Start of RECORDS TO USE

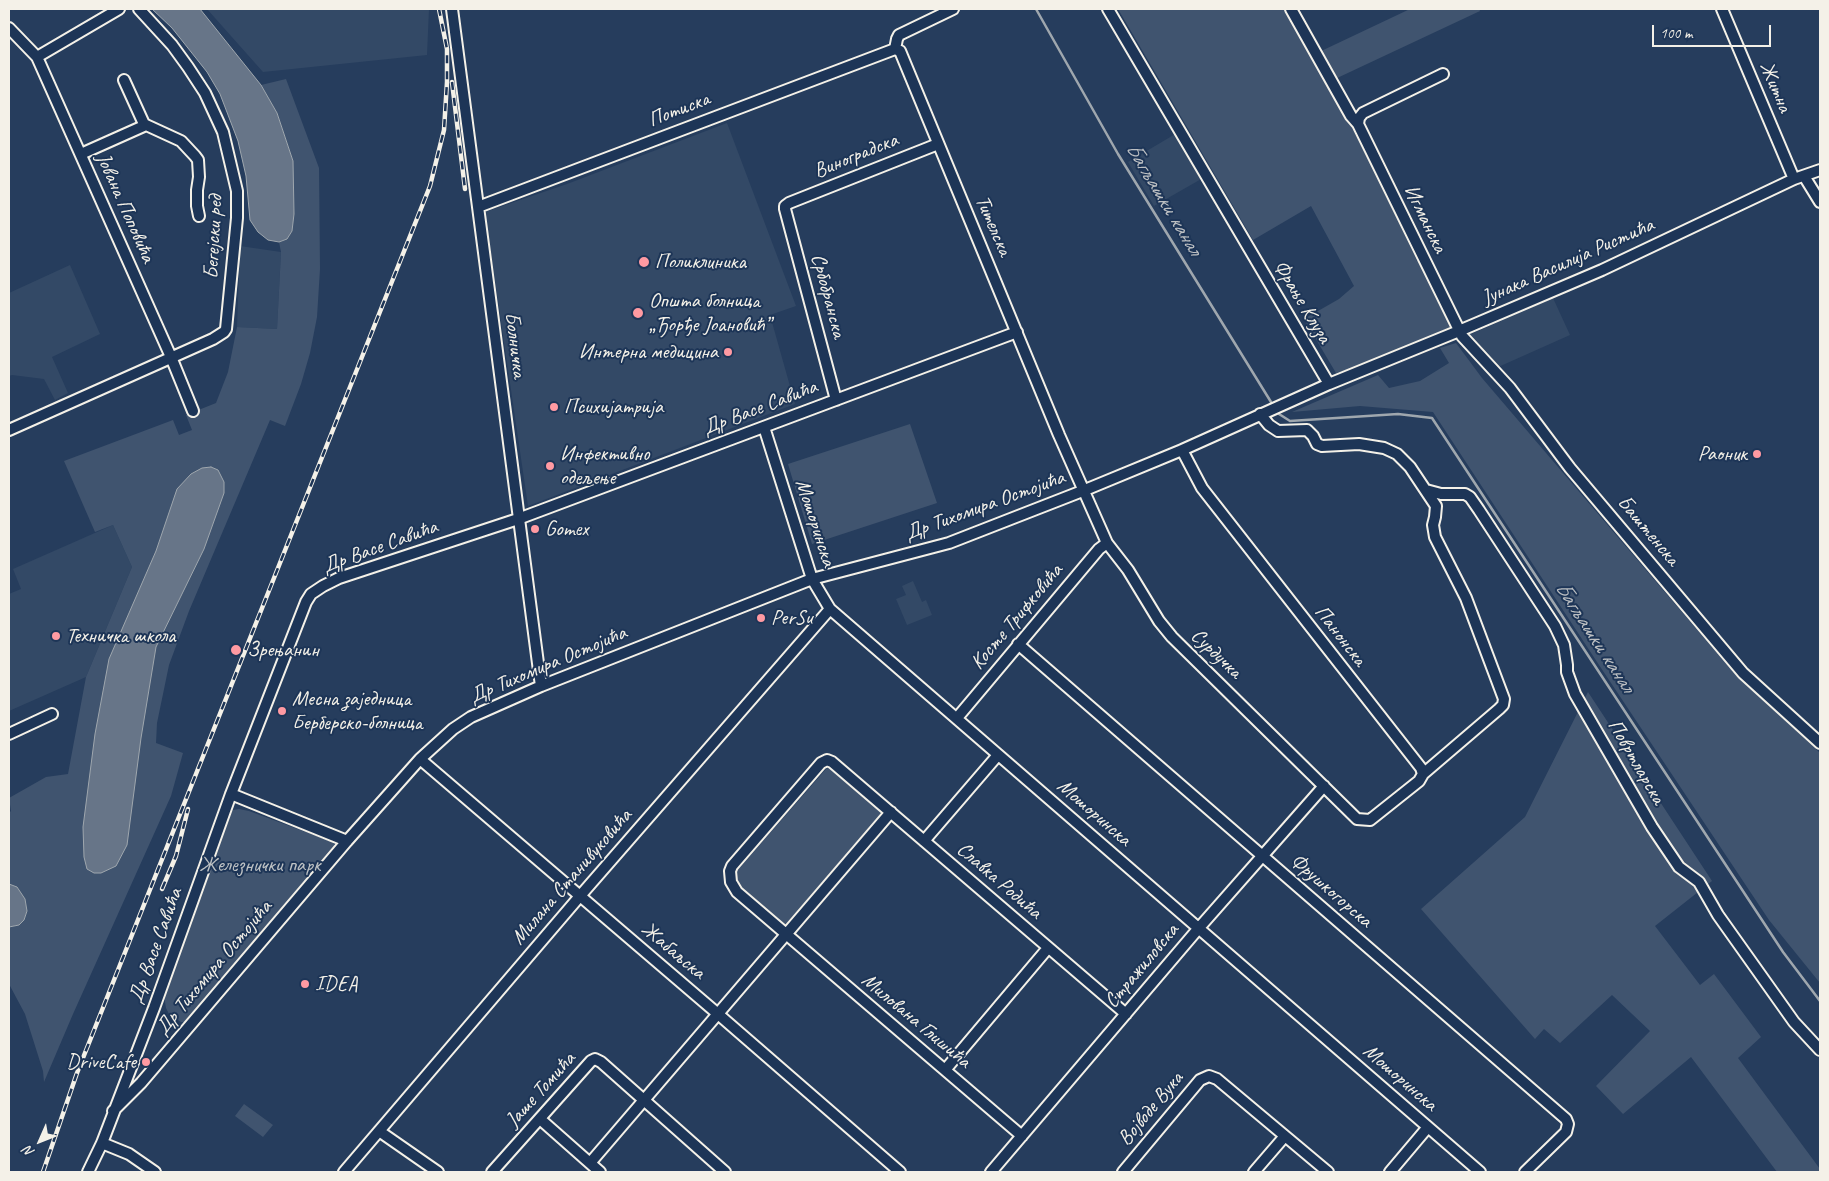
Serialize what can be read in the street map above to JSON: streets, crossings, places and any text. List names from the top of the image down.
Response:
{
  "streets": {
    "street": [
      "Житна",
      "Потиска",
      "Виноградска",
      "Јована Поповића",
      "Игманска",
      "Тителска",
      "Бегејски ред",
      "Јунака Василија Ристића",
      "Србобранска",
      "Фрање Клуза",
      "Болничка",
      "Др Васе Савића",
      "Др Тихомира Остојића",
      "Мошоринска",
      "Баштенска",
      "Косте Трифковића",
      "Панонска",
      "Сурдучка",
      "Повртларска",
      "Милана Станивуковића",
      "Славка Родића",
      "Фрушкогорска",
      "Жабаљска",
      "Стражиловска",
      "Милована Глишића",
      "Јаше Томића",
      "Војводе Вука"
    ]
  },
  "crossings": [
    ["Житна", "Јунака Василија Ристића"],
    ["Потиска", "Тителска"],
    ["Потиска", "Болничка"],
    ["Виноградска", "Тителска"],
    ["Виноградска", "Србобранска"],
    ["Јована Поповића", "Бегејски ред"],
    ["Игманска", "Јунака Василија Ристића"],
    ["Игманска", "Баштенска"],
    ["Тителска", "Др Васе Савића"],
    ["Тителска", "Др Тихомира Остојића"],
    ["Тителска", "Сурдучка"],
    ["Јунака Василија Ристића", "Фрање Клуза"],
    ["Јунака Василија Ристића", "Баштенска"],
    ["Србобранска", "Др Васе Савића"],
    ["Болничка", "Др Васе Савића"],
    ["Болничка", "Др Тихомира Остојића"],
    ["Др Васе Савића", "Др Тихомира Остојића"],
    ["Др Васе Савића", "Мошоринска"],
    ["Др Тихомира Остојића", "Мошоринска"],
    ["Др Тихомира Остојића", "Сурдучка"],
    ["Др Тихомира Остојића", "Жабаљска"],
    ["Мошоринска", "Косте Трифковића"],
    ["Мошоринска", "Милана Станивуковића"],
    ["Мошоринска", "Стражиловска"],
    ["Косте Трифковића", "Сурдучка"],
    ["Косте Трифковића", "Фрушкогорска"],
    ["Панонска", "Сурдучка"],
    ["Сурдучка", "Стражиловска"],
    ["Милана Станивуковића", "Жабаљска"],
    ["Славка Родића", "Стражиловска"],
    ["Славка Родића", "Милована Глишића"],
    ["Фрушкогорска", "Стражиловска"],
    ["Стражиловска", "Милована Глишића"]
  ],
  "water": ["Багљашки канал"],
  "parks": ["Железнички парк"],
  "places": [
    "Поликлиника",
    "Општа болница „Ђорђе Јоановић”",
    "Интерна медицина",
    "Психијатрија",
    "Раоник",
    "Инфективно одељење",
    "Gomex",
    "PerSu",
    "Техничка школа",
    "Зрењанин",
    "Месна заједница Берберско-болница",
    "IDEA",
    "DriveCafe"
  ],
  "scale_bar": "100 m",
  "north": "bottom left"
}
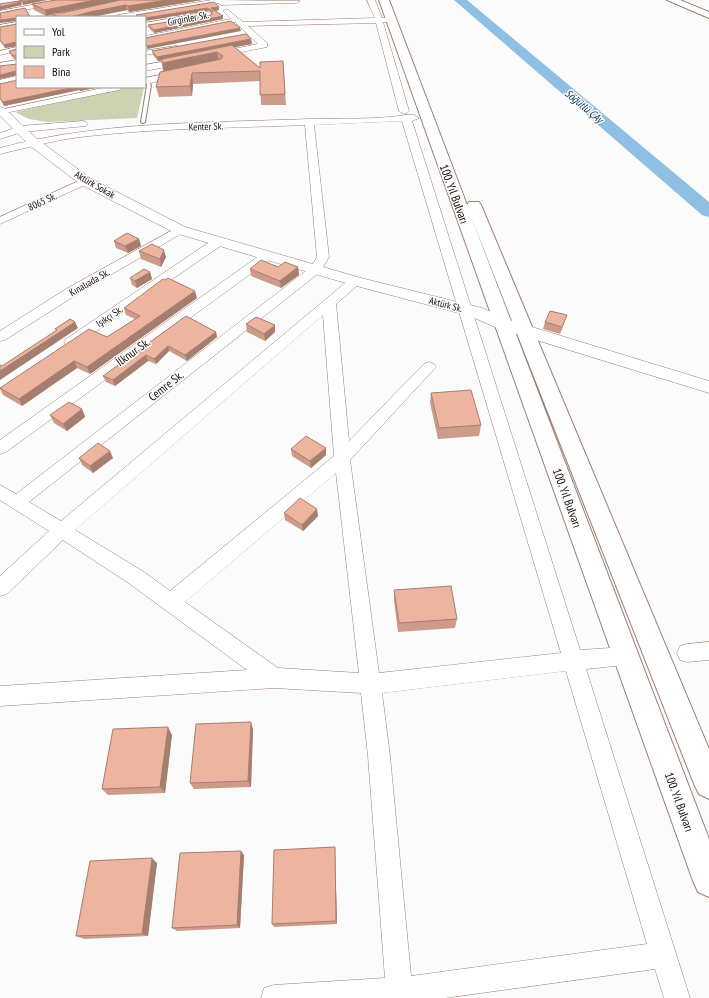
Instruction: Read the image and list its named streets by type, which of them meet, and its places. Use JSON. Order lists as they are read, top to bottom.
{
  "streets": {
    "main road": ["100. Yıl Bulvarı"],
    "street": [
      "Girginler Sk.",
      "Kenter Sk.",
      "Aktürk Sokak",
      "8065 Sk.",
      "Kınalıada Sk.",
      "Aktürk Sk.",
      "Işıkçı Sk.",
      "İlknur Sk.",
      "Cemre Sk."
    ]
  },
  "crossings": [
    ["Kenter Sk.", "Aktürk Sokak"],
    ["Kenter Sk.", "100. Yıl Bulvarı"],
    ["Aktürk Sokak", "8065 Sk."],
    ["Aktürk Sokak", "Kınalıada Sk."],
    ["Aktürk Sokak", "Aktürk Sk."],
    ["100. Yıl Bulvarı", "Aktürk Sk."],
    ["Kınalıada Sk.", "Aktürk Sk."],
    ["Aktürk Sk.", "Işıkçı Sk."],
    ["Aktürk Sk.", "İlknur Sk."],
    ["Aktürk Sk.", "Cemre Sk."]
  ],
  "water": ["Söğütlü ÇAy"],
  "legend": ["Yol", "Park", "Bina"]
}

End of RECORDS TO USE

_GOAL OF THE EXERCISE_
Without the pictures, copy out all the records above exactly.

_EXERCISE OUTPUT_
Serialize what can be read in the street map above to JSON: streets, crossings, places and any text. List names from the top of the image down.
Response:
{
  "streets": {
    "street": [
      "Житна",
      "Потиска",
      "Виноградска",
      "Јована Поповића",
      "Игманска",
      "Тителска",
      "Бегејски ред",
      "Јунака Василија Ристића",
      "Србобранска",
      "Фрање Клуза",
      "Болничка",
      "Др Васе Савића",
      "Др Тихомира Остојића",
      "Мошоринска",
      "Баштенска",
      "Косте Трифковића",
      "Панонска",
      "Сурдучка",
      "Повртларска",
      "Милана Станивуковића",
      "Славка Родића",
      "Фрушкогорска",
      "Жабаљска",
      "Стражиловска",
      "Милована Глишића",
      "Јаше Томића",
      "Војводе Вука"
    ]
  },
  "crossings": [
    ["Житна", "Јунака Василија Ристића"],
    ["Потиска", "Тителска"],
    ["Потиска", "Болничка"],
    ["Виноградска", "Тителска"],
    ["Виноградска", "Србобранска"],
    ["Јована Поповића", "Бегејски ред"],
    ["Игманска", "Јунака Василија Ристића"],
    ["Игманска", "Баштенска"],
    ["Тителска", "Др Васе Савића"],
    ["Тителска", "Др Тихомира Остојића"],
    ["Тителска", "Сурдучка"],
    ["Јунака Василија Ристића", "Фрање Клуза"],
    ["Јунака Василија Ристића", "Баштенска"],
    ["Србобранска", "Др Васе Савића"],
    ["Болничка", "Др Васе Савића"],
    ["Болничка", "Др Тихомира Остојића"],
    ["Др Васе Савића", "Др Тихомира Остојића"],
    ["Др Васе Савића", "Мошоринска"],
    ["Др Тихомира Остојића", "Мошоринска"],
    ["Др Тихомира Остојића", "Сурдучка"],
    ["Др Тихомира Остојића", "Жабаљска"],
    ["Мошоринска", "Косте Трифковића"],
    ["Мошоринска", "Милана Станивуковића"],
    ["Мошоринска", "Стражиловска"],
    ["Косте Трифковића", "Сурдучка"],
    ["Косте Трифковића", "Фрушкогорска"],
    ["Панонска", "Сурдучка"],
    ["Сурдучка", "Стражиловска"],
    ["Милана Станивуковића", "Жабаљска"],
    ["Славка Родића", "Стражиловска"],
    ["Славка Родића", "Милована Глишића"],
    ["Фрушкогорска", "Стражиловска"],
    ["Стражиловска", "Милована Глишића"]
  ],
  "water": ["Багљашки канал"],
  "parks": ["Железнички парк"],
  "places": [
    "Поликлиника",
    "Општа болница „Ђорђе Јоановић”",
    "Интерна медицина",
    "Психијатрија",
    "Раоник",
    "Инфективно одељење",
    "Gomex",
    "PerSu",
    "Техничка школа",
    "Зрењанин",
    "Месна заједница Берберско-болница",
    "IDEA",
    "DriveCafe"
  ],
  "scale_bar": "100 m",
  "north": "bottom left"
}
Instruction: Read the image and list its named streets by type, which of them meet, and its places. Use JSON. Order lists as they are read, top to bottom.
{
  "streets": {
    "main road": ["100. Yıl Bulvarı"],
    "street": [
      "Girginler Sk.",
      "Kenter Sk.",
      "Aktürk Sokak",
      "8065 Sk.",
      "Kınalıada Sk.",
      "Aktürk Sk.",
      "Işıkçı Sk.",
      "İlknur Sk.",
      "Cemre Sk."
    ]
  },
  "crossings": [
    ["Kenter Sk.", "Aktürk Sokak"],
    ["Kenter Sk.", "100. Yıl Bulvarı"],
    ["Aktürk Sokak", "8065 Sk."],
    ["Aktürk Sokak", "Kınalıada Sk."],
    ["Aktürk Sokak", "Aktürk Sk."],
    ["100. Yıl Bulvarı", "Aktürk Sk."],
    ["Kınalıada Sk.", "Aktürk Sk."],
    ["Aktürk Sk.", "Işıkçı Sk."],
    ["Aktürk Sk.", "İlknur Sk."],
    ["Aktürk Sk.", "Cemre Sk."]
  ],
  "water": ["Söğütlü ÇAy"],
  "legend": ["Yol", "Park", "Bina"]
}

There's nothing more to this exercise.